### Task brief
Scan each line of the entries below for the word "rotate" and count the ones where it appears. The answer is that number alone.

### Source data
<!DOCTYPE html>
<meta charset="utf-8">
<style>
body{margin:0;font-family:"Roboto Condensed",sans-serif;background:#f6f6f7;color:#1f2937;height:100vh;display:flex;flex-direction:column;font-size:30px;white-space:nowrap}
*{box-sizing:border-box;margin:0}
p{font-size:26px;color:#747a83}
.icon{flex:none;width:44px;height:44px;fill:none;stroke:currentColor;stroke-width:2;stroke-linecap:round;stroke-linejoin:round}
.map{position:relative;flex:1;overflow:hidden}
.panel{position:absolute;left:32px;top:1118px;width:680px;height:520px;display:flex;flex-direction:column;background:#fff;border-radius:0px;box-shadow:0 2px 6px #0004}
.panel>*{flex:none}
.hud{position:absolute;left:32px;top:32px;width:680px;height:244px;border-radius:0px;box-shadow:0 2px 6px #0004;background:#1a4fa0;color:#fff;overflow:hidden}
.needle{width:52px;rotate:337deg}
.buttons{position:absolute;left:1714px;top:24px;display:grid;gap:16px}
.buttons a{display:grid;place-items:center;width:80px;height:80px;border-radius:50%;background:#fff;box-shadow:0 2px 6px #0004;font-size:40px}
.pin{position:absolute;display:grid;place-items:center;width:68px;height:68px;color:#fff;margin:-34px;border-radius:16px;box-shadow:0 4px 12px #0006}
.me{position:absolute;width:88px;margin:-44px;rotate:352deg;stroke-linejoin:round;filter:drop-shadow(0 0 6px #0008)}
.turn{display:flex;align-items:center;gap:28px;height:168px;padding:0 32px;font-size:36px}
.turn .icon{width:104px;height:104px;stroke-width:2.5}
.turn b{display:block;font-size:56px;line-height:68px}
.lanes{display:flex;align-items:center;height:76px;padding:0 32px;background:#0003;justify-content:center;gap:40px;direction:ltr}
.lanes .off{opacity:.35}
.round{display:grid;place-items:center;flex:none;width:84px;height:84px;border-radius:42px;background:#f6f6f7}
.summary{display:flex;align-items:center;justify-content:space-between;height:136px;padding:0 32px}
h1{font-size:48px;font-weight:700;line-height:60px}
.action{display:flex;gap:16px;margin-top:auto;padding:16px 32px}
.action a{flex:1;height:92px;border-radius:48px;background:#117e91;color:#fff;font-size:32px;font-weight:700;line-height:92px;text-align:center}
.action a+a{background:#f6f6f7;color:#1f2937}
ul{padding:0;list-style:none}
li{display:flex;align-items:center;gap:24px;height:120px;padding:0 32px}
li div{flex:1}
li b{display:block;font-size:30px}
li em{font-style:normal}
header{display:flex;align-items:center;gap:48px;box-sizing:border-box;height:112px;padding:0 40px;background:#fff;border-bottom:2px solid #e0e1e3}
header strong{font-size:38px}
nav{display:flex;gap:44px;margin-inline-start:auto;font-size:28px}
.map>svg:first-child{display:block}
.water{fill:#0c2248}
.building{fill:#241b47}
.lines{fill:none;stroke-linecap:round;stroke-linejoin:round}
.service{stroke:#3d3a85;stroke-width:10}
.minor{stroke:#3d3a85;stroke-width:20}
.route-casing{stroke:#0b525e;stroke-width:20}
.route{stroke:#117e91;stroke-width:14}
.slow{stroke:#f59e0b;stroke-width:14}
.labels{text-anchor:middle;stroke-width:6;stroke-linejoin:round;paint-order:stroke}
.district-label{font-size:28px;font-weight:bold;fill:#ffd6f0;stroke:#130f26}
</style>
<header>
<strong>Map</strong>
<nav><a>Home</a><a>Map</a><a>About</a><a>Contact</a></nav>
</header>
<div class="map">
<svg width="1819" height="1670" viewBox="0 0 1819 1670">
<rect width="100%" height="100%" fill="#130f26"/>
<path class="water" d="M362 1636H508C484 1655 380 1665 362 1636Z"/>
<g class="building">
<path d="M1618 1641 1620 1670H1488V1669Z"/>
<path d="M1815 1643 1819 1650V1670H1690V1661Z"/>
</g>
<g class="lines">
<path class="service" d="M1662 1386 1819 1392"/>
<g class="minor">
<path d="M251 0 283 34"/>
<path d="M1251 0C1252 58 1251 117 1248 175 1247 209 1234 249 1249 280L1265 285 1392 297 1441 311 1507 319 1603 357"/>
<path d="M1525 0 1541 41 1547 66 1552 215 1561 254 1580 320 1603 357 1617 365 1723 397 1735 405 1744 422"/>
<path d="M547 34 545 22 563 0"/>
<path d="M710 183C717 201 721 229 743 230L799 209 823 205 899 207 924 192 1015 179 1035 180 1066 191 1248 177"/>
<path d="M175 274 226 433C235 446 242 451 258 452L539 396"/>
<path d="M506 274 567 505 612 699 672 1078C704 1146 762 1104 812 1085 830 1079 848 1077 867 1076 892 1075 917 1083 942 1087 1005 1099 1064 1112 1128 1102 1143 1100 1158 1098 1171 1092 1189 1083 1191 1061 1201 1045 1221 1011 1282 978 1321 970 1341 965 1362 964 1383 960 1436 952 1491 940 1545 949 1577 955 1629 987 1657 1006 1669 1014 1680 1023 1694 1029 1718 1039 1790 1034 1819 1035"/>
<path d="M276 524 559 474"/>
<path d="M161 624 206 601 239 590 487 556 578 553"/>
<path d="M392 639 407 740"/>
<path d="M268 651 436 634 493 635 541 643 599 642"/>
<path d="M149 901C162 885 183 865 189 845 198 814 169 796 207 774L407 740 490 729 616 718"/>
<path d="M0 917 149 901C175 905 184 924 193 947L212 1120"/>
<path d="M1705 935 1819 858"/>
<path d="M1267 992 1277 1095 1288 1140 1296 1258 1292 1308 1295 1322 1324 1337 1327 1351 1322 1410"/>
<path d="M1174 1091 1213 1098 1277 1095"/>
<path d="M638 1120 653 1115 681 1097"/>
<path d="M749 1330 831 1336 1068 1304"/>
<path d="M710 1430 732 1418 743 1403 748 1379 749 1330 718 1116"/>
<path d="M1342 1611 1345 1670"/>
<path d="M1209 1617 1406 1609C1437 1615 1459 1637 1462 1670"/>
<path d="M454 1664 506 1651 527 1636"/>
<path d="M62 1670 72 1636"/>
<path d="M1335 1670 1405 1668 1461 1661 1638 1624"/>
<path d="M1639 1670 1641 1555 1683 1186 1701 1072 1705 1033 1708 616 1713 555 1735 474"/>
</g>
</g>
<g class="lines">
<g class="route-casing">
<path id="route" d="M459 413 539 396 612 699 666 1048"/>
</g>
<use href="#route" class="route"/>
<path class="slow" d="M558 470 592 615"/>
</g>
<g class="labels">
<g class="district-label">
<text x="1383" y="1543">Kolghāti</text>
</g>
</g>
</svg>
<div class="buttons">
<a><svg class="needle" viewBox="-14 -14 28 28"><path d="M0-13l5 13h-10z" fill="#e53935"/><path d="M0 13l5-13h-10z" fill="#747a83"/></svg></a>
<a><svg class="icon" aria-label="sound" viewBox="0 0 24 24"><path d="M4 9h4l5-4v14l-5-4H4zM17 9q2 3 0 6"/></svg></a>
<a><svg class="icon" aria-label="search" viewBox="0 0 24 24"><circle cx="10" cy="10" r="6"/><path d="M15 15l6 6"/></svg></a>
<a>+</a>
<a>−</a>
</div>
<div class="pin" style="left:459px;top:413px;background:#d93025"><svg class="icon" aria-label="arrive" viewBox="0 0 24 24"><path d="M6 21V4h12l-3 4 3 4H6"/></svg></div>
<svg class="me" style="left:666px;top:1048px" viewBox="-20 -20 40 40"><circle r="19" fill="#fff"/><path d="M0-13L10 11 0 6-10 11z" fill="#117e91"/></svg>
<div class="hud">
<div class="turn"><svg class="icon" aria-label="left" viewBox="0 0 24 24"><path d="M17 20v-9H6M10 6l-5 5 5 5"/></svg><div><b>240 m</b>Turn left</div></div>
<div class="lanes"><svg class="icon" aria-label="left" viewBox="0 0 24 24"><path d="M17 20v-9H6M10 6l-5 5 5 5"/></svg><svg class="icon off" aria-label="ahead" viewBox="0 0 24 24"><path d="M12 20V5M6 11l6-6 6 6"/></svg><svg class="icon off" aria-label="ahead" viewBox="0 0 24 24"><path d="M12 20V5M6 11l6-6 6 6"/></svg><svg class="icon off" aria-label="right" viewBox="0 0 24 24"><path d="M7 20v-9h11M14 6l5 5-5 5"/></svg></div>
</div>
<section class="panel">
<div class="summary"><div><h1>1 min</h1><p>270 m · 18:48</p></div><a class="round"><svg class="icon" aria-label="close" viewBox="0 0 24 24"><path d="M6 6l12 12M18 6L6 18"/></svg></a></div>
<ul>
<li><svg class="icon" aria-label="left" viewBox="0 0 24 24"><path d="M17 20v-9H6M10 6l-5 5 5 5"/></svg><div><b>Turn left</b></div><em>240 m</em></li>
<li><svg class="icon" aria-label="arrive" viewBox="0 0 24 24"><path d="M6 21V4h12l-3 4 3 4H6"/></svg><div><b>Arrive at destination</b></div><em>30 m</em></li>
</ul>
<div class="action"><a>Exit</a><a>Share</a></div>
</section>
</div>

### Written solution
2